Tanner Lectures: Rights in crisis

4 min read
Kathleen
Kathleen Sullivan

Former Harvard Law School Professor Kathleen Sullivan returns to Cambridge Nov. 7, 8, and 9 to deliver the 2001 Tanner Lectures on Human Values.

Sullivan, currently dean of Stanford Law School, will speak on the general topic of “War, Peace, and Civil Liberties.” Her first lecture is titled “Constitutionalism,” and her second, “American Identity.” Both lectures will be delivered in Lowell Lecture Hall at 5 p.m. On Friday from 10 a.m. to noon she will participate in a seminar at the Center for European Studies to discuss the issues raised in her lectures.

Sullivan, an expert on constitutional law, said the topic of her lecture was influenced by the terrorist attacks of Sept. 11 and that she plans to explore the ways in which the civil liberties guaranteed by the Constitution may be affected by a period of national emergency.

Sullivan will compare the present situation with earlier crises during which civil liberties were curtailed, such as Lincoln’s suspension of habeas corpus during the Civil War, the Red Scare in the wake of World War I, and the internment of Japanese Americans during World War II.

Sullivan believes that the government has demonstrated greater restraint in responding to the present crisis than during earlier periods. She attributes that restraint to a greater sensitivity to racial profiling and a feeling of remorse for former actions such as the forced removal of Japanese Americans to relocation camps in the 1940s.
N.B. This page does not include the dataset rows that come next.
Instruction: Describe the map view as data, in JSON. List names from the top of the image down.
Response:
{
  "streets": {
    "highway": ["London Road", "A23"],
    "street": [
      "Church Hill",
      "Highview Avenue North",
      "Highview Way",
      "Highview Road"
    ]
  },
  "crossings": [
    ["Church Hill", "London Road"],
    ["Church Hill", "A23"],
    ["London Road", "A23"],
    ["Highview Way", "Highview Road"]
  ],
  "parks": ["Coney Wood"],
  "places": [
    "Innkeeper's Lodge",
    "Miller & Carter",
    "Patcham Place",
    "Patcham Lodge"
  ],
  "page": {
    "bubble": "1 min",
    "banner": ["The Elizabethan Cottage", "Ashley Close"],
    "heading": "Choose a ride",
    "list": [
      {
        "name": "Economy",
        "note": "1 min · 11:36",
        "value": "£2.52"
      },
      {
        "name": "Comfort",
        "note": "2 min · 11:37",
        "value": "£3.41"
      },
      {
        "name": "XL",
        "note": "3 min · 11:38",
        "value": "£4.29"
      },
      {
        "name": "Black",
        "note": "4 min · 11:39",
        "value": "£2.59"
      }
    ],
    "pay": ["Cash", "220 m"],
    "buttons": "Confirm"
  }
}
“There’s a greater consciousness about racial and religious discrimination today. We can also look back at these earlier dragnet operations now and see them as ineffective,” Sullivan said.
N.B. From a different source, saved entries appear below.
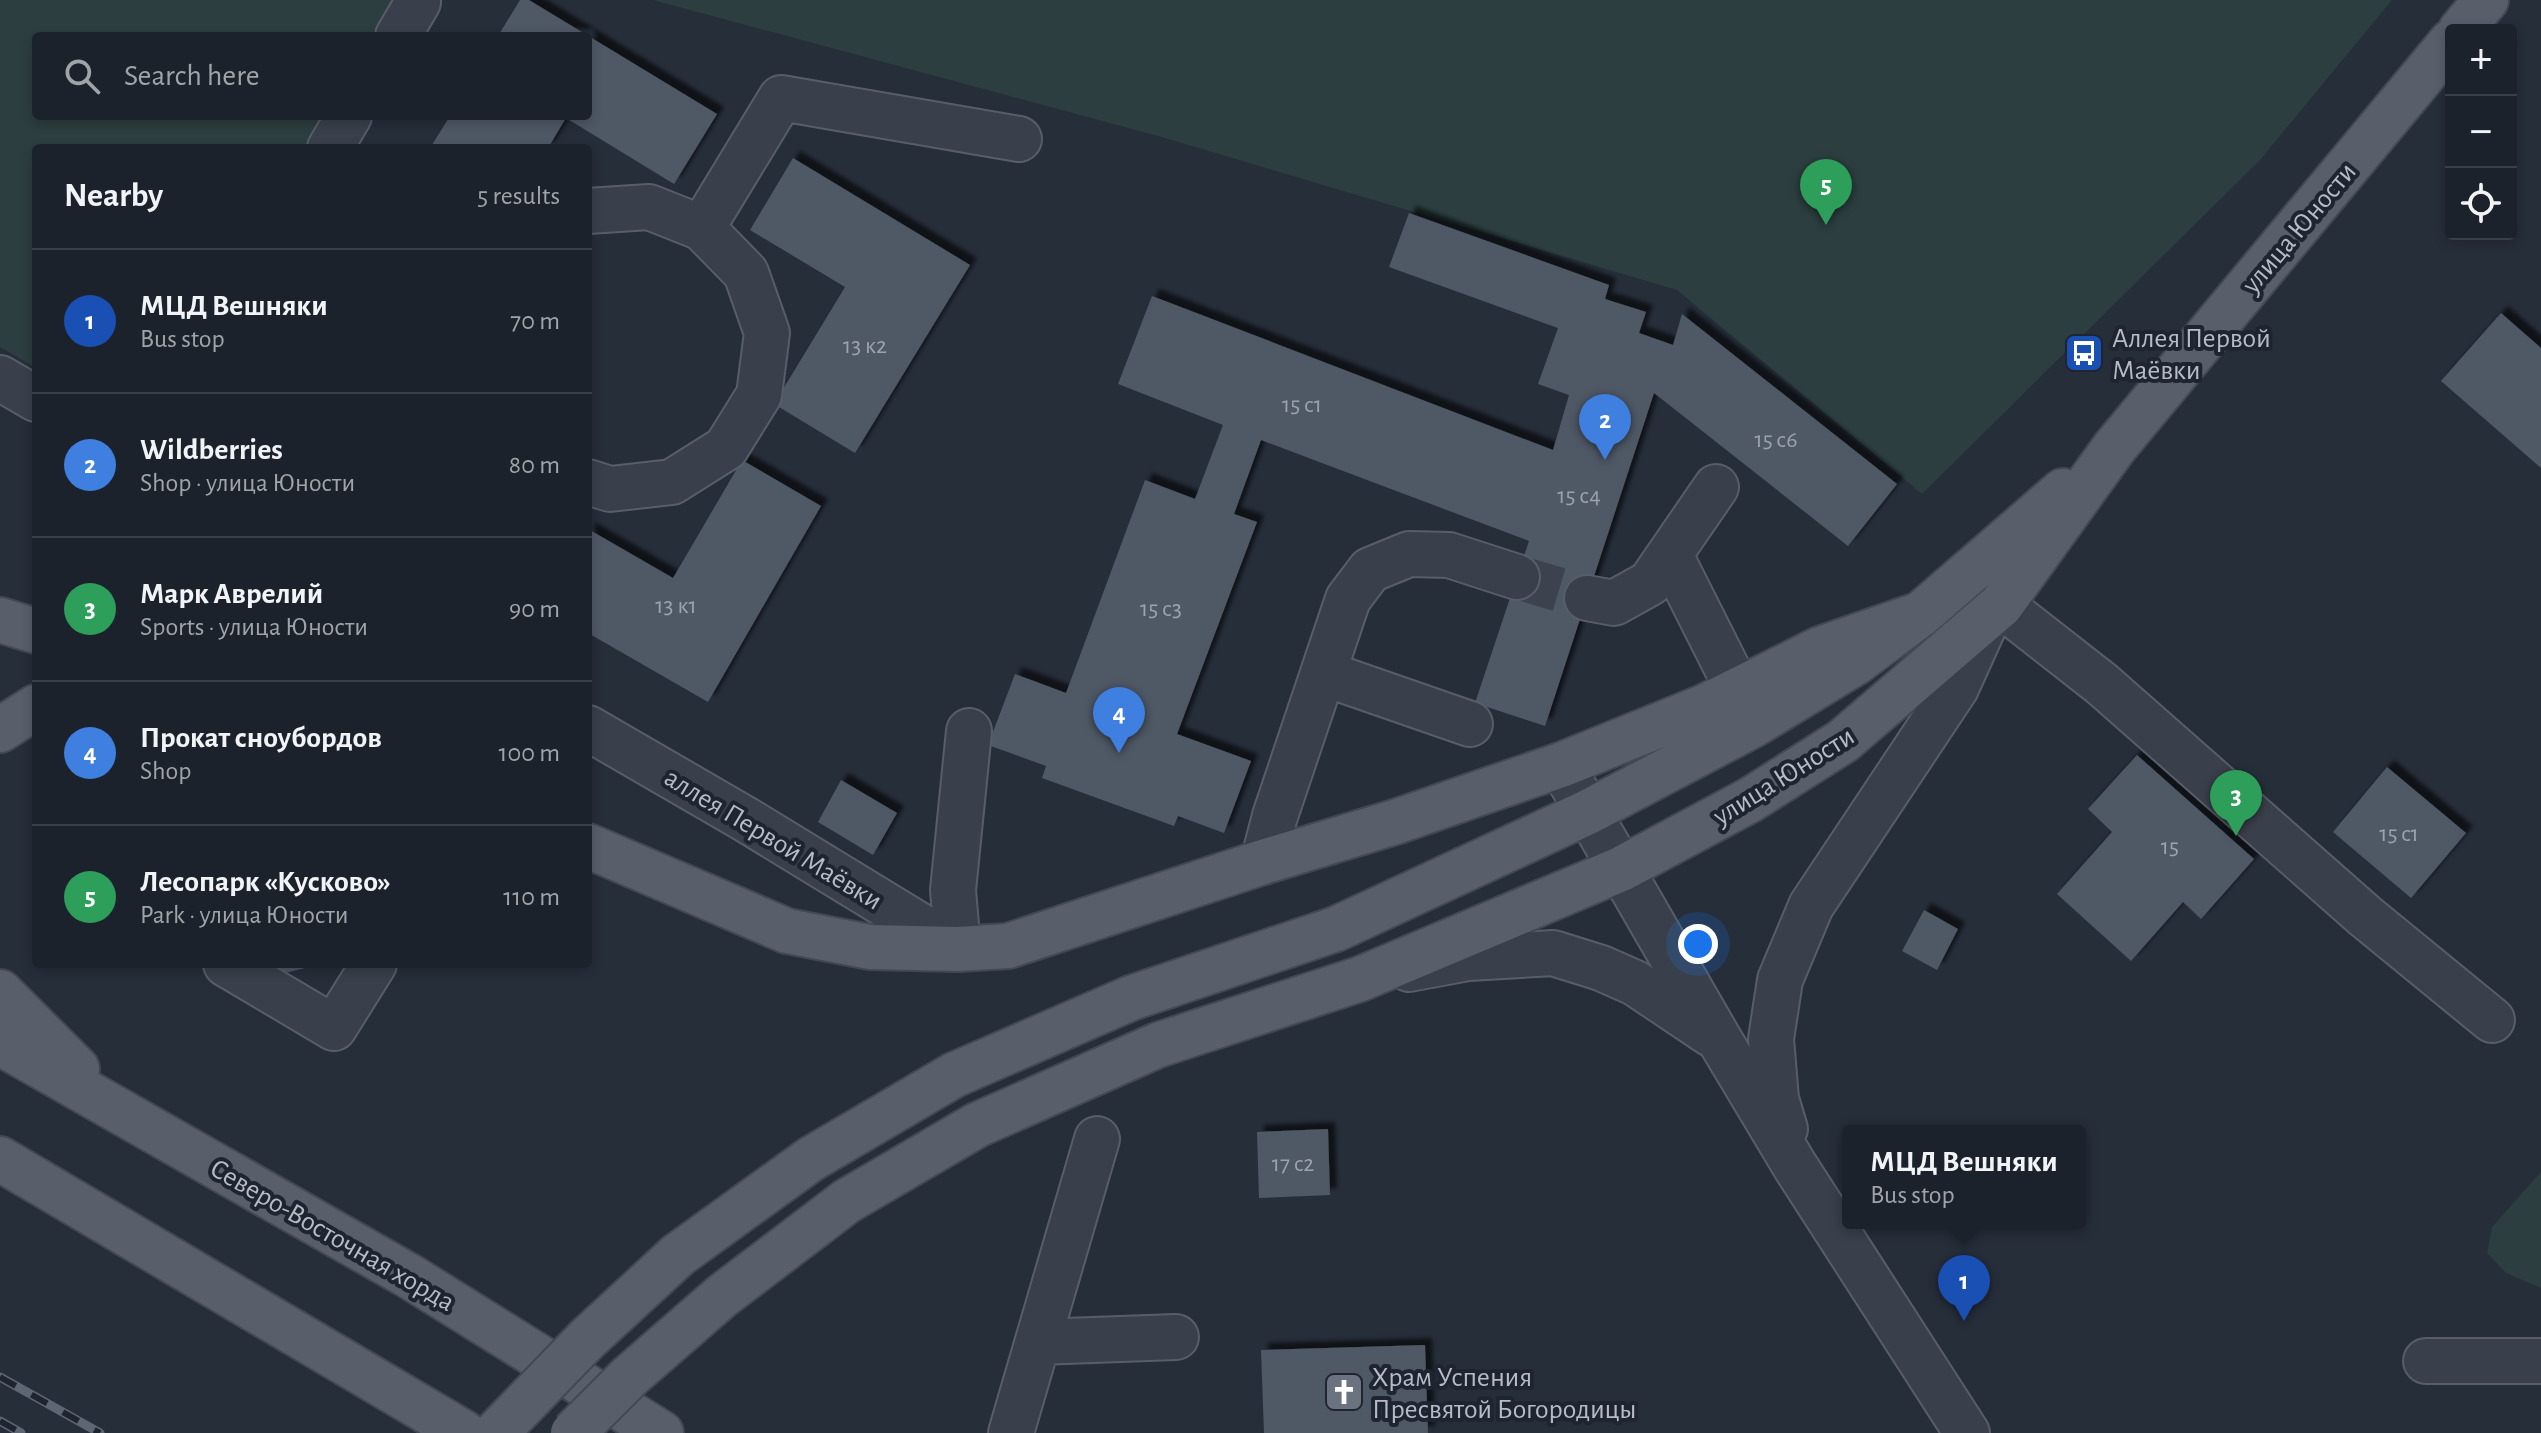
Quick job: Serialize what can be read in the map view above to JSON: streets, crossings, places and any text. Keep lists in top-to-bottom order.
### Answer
{
  "streets": {
    "main road": ["улица Юности", "Северо-Восточная хорда"],
    "street": ["аллея Первой Маёвки"]
  },
  "places": {
    "bus stop": ["Аллея Первой Маёвки"],
    "church": ["Храм Успения Пресвятой Богородицы"]
  },
  "house_numbers": [
    "13 к2",
    "15 с1",
    "15 с6",
    "15 с4",
    "13 к1",
    "15 с3",
    "15 c1",
    "15",
    "17 c2"
  ],
  "page": {
    "map_buttons": ["+", "−"],
    "search": "Search here",
    "heading": ["Nearby", "5 results"],
    "pins": [
      "5",
      "2",
      "4",
      "3",
      "1"
    ],
    "list": [
      {
        "mark": "1",
        "name": "МЦД Вешняки",
        "note": "Bus stop",
        "value": "70 m"
      },
      {
        "mark": "2",
        "name": "Wildberries",
        "note": "Shop · улица Юности",
        "value": "80 m"
      },
      {
        "mark": "3",
        "name": "Марк Аврелий",
        "note": "Sports · улица Юности",
        "value": "90 m"
      },
      {
        "mark": "4",
        "name": "Прокат сноубордов",
        "note": "Shop",
        "value": "100 m"
      },
      {
        "mark": "5",
        "name": "Лесопарк «Кусково»",
        "note": "Park · улица Юности",
        "value": "110 m"
      }
    ],
    "popup": ["МЦД Вешняки", "Bus stop"]
  }
}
On the other hand, if the crisis deepens, the response of the government may become more extreme. Ironically, “the popular will to enforce restraints tends to evaporate when they are most needed,” she said.

Sullivan noted that the United States affords far more constitutional protection to people who foment hate than most other countries.

“However,” she added, “these legal protections may depend on the fact that the U.S. has never before had a major security threat on its own soil, or a sustained terroristic movement that couldn’t be contained – on the scale of the IRA or Hamas.”

Sullivan compared the constraints built into the Constitution to Odysseus tying himself to the mast so that he couldn’t respond to the song of the sirens.

“We have a very robust set of constraints,” she said. “I think they will be tested by this crisis in a way they’ve never been tested before.”

Sullivan is the Richard E. Lang Professor of Law and Stanley Morrison Professor of Law at Stanford Law School. She received a B.A. in 1976 from Cornell University, a B.A. with first-class honours in 1978 from Oxford University, which she attended as a Marshall Scholar, and a J.D. in 1981 from Harvard Law School, where she won the Ames moot court competition.

She practiced constitutional and criminal law in Cambridge and Boston for two years, working extensively with Laurence H. Tribe, the Ralph S. Tyler Jr. Professor of Constitutional Law, before joining the faculty of Harvard Law School. At Harvard, she served as assistant professor from 1984 to 1989 and as professor of law from 1989 to 1993, when she joined the Stanford faculty.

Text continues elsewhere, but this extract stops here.